• [Activity] Starting with the line that contains "Give bounding boxes", copy out each line through the end of the entries below, exactly as written, and nothing else.

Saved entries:
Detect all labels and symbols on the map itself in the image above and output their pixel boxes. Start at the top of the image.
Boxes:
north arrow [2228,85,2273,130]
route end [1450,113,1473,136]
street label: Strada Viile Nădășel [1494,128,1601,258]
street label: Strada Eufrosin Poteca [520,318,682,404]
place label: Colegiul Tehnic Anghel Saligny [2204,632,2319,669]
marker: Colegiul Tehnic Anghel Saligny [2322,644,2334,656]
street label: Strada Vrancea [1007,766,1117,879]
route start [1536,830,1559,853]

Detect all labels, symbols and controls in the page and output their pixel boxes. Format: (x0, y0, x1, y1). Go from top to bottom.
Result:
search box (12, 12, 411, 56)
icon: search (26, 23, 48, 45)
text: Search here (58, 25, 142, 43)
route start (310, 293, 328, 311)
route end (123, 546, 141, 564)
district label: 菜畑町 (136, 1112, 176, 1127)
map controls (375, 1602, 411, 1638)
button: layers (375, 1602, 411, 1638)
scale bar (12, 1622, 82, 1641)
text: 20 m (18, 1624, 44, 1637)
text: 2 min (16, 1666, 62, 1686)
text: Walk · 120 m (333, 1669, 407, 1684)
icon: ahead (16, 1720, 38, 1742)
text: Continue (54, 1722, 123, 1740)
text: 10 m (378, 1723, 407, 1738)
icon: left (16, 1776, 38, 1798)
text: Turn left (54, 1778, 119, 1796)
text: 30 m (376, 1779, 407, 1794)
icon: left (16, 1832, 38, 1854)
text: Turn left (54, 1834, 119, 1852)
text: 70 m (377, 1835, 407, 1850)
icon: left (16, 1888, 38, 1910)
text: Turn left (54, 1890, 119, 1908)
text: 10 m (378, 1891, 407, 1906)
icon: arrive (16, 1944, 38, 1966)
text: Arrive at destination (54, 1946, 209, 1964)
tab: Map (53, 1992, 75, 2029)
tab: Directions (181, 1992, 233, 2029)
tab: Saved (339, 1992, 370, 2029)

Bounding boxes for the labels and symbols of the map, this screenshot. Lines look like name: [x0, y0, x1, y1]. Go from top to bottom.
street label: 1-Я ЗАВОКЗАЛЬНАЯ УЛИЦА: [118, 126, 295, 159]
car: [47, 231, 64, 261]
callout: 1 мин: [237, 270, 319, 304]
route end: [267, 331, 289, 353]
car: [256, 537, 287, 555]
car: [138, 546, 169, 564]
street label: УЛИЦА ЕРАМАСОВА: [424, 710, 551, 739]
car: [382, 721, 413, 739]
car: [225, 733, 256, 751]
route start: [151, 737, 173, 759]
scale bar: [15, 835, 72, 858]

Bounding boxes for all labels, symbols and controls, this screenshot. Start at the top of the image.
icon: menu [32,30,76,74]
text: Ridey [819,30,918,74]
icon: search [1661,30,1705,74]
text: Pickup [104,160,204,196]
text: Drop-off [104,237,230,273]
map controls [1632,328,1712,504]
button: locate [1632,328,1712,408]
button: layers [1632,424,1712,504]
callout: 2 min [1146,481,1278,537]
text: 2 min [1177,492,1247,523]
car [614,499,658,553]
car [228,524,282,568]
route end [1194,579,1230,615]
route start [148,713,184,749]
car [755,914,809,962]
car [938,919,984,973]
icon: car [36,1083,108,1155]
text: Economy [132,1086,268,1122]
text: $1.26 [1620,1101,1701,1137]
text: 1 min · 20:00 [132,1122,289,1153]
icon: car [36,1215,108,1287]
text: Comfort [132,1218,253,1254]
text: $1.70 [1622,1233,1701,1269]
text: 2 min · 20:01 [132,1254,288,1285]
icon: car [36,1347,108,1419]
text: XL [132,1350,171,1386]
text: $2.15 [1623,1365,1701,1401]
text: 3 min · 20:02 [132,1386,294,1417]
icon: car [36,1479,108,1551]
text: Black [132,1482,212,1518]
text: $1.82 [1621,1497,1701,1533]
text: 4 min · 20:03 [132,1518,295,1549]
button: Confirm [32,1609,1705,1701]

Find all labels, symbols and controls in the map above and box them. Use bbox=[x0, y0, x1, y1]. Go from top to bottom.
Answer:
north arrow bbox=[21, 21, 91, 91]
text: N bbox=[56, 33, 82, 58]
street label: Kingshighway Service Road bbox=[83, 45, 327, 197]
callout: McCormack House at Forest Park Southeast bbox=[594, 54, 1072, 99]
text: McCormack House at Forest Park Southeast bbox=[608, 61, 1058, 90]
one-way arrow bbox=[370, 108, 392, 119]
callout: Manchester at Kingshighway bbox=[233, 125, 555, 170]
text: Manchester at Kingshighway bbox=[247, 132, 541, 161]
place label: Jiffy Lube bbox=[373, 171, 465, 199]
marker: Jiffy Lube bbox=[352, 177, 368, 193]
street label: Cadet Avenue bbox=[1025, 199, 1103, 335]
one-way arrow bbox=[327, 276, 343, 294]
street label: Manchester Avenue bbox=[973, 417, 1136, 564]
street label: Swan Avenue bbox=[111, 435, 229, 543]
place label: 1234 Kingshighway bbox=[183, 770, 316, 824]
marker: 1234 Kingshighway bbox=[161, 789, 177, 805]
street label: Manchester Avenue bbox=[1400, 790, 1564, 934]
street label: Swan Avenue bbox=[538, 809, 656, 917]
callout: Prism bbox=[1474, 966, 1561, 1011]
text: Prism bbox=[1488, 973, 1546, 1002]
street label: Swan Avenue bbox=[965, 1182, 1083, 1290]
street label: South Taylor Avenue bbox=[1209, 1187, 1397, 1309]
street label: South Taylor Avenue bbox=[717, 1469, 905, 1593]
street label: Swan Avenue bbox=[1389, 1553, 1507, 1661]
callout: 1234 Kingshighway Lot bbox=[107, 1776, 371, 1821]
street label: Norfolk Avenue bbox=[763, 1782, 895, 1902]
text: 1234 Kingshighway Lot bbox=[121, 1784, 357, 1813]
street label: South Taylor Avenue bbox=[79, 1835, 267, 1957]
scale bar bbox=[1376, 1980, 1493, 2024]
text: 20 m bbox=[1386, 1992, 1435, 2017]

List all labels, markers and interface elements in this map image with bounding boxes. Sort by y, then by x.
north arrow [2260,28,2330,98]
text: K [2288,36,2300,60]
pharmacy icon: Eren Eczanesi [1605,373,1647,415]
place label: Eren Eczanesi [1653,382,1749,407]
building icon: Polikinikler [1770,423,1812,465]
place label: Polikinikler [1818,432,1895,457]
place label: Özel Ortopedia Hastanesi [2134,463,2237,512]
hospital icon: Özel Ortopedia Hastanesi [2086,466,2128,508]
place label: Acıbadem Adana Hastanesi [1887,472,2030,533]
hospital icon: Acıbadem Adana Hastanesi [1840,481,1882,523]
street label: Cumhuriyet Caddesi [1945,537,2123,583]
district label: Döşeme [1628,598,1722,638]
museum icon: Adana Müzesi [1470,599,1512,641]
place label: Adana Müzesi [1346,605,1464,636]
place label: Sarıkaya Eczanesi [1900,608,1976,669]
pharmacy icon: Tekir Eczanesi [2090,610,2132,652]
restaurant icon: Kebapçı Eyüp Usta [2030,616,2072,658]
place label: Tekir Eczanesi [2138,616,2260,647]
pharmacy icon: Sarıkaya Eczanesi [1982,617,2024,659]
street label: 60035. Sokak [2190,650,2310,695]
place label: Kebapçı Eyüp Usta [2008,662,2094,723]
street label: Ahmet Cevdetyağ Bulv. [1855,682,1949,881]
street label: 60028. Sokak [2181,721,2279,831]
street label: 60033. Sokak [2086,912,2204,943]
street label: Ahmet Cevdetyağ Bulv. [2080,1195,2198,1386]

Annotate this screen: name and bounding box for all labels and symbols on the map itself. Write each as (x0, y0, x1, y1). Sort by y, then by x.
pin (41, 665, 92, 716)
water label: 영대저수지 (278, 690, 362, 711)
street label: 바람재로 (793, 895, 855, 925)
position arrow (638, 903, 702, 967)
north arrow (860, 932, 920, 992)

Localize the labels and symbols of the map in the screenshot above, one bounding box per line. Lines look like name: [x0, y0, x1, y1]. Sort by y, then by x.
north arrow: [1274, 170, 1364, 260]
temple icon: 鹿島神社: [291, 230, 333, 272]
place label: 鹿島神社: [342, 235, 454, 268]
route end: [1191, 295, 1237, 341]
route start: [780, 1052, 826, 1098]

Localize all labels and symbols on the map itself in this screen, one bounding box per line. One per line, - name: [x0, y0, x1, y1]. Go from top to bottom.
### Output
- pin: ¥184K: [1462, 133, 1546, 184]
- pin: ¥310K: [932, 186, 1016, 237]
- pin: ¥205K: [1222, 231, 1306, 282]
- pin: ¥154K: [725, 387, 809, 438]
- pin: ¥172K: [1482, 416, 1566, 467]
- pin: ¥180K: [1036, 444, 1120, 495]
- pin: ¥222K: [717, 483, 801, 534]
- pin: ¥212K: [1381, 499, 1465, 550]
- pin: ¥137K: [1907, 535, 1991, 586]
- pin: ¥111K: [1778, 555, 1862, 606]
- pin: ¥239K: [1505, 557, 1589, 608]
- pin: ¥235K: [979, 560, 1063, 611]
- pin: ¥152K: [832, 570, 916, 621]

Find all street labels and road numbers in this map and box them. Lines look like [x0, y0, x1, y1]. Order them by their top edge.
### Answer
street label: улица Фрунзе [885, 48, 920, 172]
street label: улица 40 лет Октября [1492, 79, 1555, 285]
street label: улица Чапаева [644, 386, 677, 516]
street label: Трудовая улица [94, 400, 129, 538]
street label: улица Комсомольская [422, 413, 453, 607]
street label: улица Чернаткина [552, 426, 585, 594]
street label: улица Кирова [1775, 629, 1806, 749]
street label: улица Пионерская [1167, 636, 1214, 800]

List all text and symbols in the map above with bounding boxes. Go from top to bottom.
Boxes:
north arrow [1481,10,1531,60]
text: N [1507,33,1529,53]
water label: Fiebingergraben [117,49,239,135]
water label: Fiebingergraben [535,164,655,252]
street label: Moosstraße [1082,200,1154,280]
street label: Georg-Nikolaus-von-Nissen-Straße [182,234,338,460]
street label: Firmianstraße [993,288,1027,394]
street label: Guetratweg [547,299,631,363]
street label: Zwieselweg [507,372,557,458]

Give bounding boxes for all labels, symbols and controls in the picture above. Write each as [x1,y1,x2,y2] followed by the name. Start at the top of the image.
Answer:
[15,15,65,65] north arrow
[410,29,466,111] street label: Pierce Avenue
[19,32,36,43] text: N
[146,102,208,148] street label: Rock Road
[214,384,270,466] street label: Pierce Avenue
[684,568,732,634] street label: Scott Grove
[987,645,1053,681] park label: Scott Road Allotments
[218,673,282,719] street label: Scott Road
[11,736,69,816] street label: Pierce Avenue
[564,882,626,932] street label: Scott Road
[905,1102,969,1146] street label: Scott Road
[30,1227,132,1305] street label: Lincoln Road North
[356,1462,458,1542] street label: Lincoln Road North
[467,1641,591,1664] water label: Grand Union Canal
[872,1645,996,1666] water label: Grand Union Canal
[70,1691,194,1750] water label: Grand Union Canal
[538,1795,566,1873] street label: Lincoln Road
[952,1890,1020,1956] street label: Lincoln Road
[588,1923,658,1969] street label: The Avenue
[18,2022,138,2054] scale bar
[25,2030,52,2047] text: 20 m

• [Response]
Give bounding boxes for all labels, symbols and controls in the picture above. Write each as [x1,y1,x2,y2] followed by the name. Start at the top of the image.
Answer:
[15,15,65,65] north arrow
[410,29,466,111] street label: Pierce Avenue
[19,32,36,43] text: N
[146,102,208,148] street label: Rock Road
[214,384,270,466] street label: Pierce Avenue
[684,568,732,634] street label: Scott Grove
[987,645,1053,681] park label: Scott Road Allotments
[218,673,282,719] street label: Scott Road
[11,736,69,816] street label: Pierce Avenue
[564,882,626,932] street label: Scott Road
[905,1102,969,1146] street label: Scott Road
[30,1227,132,1305] street label: Lincoln Road North
[356,1462,458,1542] street label: Lincoln Road North
[467,1641,591,1664] water label: Grand Union Canal
[872,1645,996,1666] water label: Grand Union Canal
[70,1691,194,1750] water label: Grand Union Canal
[538,1795,566,1873] street label: Lincoln Road
[952,1890,1020,1956] street label: Lincoln Road
[588,1923,658,1969] street label: The Avenue
[18,2022,138,2054] scale bar
[25,2030,52,2047] text: 20 m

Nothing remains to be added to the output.